Mr Trump said he wanted America to start winning wars again.

Mr Trump said he wanted America to start winning wars again. Photo: Getty

Republican presidential candidate Donald Trump has pulled into an effective tie with Democratic rival Hillary Clinton.

According to the latest Reuters/Ipsos poll, this erases a substantial deficit, with Trump consolidating support among his party’s likely voters.

The poll showed 40 per cent of likely voters supporting Trump and 39 per cent backing Clinton for the week of August 26 to September 1.

Clinton’s support has dropped steadily in the weekly tracking poll since August 25, eliminating what had been a eight-point lead.

Trump’s gains came as Republican support for their party’s candidate jumped by six percentage points over the past two weeks, to about 78 per cent.

That is still below the 85 per cent support Republican nominee Mitt Romney enjoyed in the northern summer of 2012, but the improvement helps explain Trump’s rise in the poll.

The Reuters/Ipsos poll is conducted online in English in all 50 states.

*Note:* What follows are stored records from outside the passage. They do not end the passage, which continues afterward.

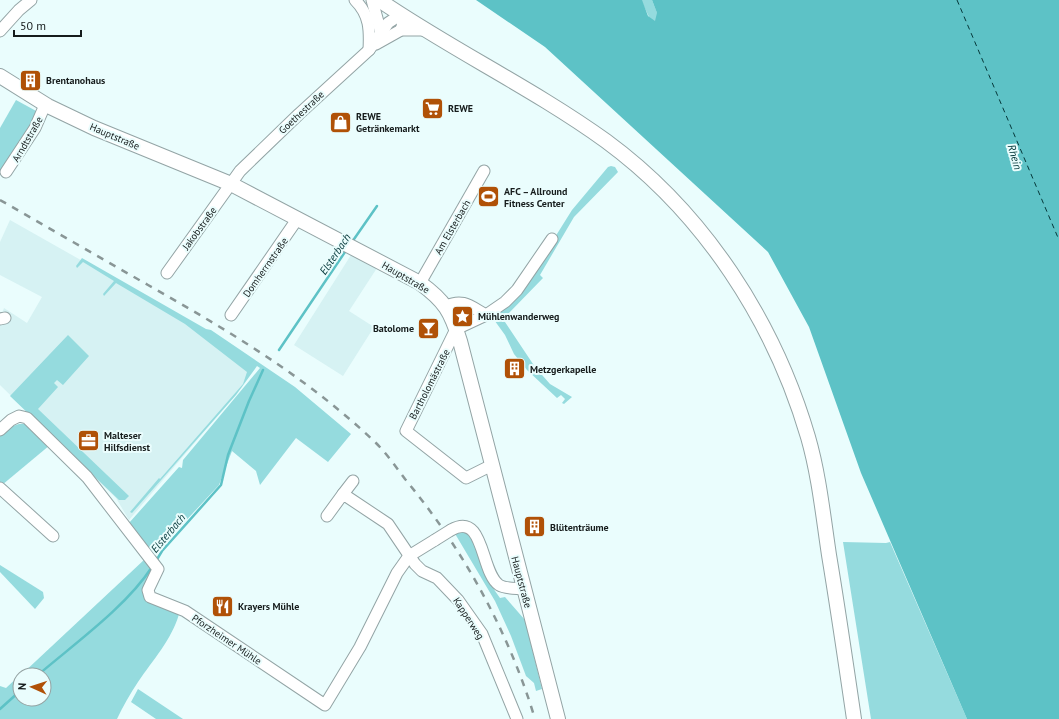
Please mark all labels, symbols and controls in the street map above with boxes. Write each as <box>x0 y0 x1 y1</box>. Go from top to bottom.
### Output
scale bar <box>14 12 81 38</box>
text: 50 m <box>20 18 46 33</box>
building icon: Brentanohaus <box>18 67 44 93</box>
place label: Brentanohaus <box>46 74 105 87</box>
street label: Goethestraße <box>276 88 327 137</box>
supermarket icon: REWE <box>420 95 446 121</box>
place label: REWE <box>448 102 473 115</box>
shop icon: REWE Getränkemarkt <box>327 109 353 135</box>
place label: REWE Getränkemarkt <box>356 110 420 135</box>
street label: Arndtstraße <box>9 114 46 164</box>
street label: Hauptstraße <box>88 120 142 153</box>
water label: Rhein <box>1005 143 1025 172</box>
sports icon: AFC – Allround Fitness Center <box>475 184 501 210</box>
place label: AFC – Allround Fitness Center <box>504 185 567 210</box>
street label: Am Elsterbach <box>431 197 473 257</box>
street label: Jakobstraße <box>179 204 219 253</box>
water label: Elsterbach <box>316 231 354 277</box>
street label: Domherrnstraße <box>240 235 291 300</box>
street label: Hauptstraße <box>380 259 432 296</box>
place icon: Mühlenwanderweg <box>450 303 476 329</box>
place label: Mühlenwanderweg <box>478 310 559 323</box>
bar icon: Batolome <box>416 315 442 341</box>
place label: Batolome <box>373 322 414 335</box>
street label: Bartholomästraße <box>406 347 453 422</box>
building icon: Metzgerkapelle <box>502 356 528 382</box>
place label: Metzgerkapelle <box>530 363 596 376</box>
office icon: Malteser Hilfsdienst <box>75 428 101 454</box>
place label: Malteser Hilfsdienst <box>104 429 150 454</box>
water label: Elsterbach <box>148 511 188 555</box>
building icon: Blütenträume <box>521 514 547 540</box>
place label: Blütenträume <box>550 521 609 534</box>
street label: Hauptstraße <box>508 555 535 609</box>
restaurant icon: Krayers Mühle <box>210 593 236 619</box>
street label: Kapperweg <box>450 595 487 642</box>
place label: Krayers Mühle <box>238 600 299 613</box>
street label: Pforzheimer Mühle <box>189 611 264 667</box>
north arrow <box>12 667 52 707</box>
text: N <box>15 682 29 690</box>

The latest poll surveyed 1,804 likely voters over the course of the week; it had a credibility interval, a measure of accuracy, of three per cent.

In a separate question in the poll that included alternative-party candidates, Clinton and Trump were tied at 39 per cent.

Hillary Clinton

Clinton: under fire for handling of classified information. Photo: Getty

Seven per cent supported Libertarian candidate Gary Johnson and two per cent supported Jill Stein of the Green Party.

Polling aggregators, which calculate averages of major polls, have shown that Clinton’s lead has been shrinking for the past few weeks.

Those averages put her advantage over Trump at between three and six percentage points. Some of the more recent individual polls, however, have the race even tighter.

In recent weeks, Clinton has come under renewed criticism over her handling of classified information while serving as US secretary of state, and her family’s charitable foundation has come under fresh scrutiny for the donations it accepted while Clinton served in the Obama administration.

Meanwhile, Clinton hasn’t been campaigning as actively as Trump.

Clinton has led Trump through most of the campaign for the November election, though neither candidate appears to have inspired the country.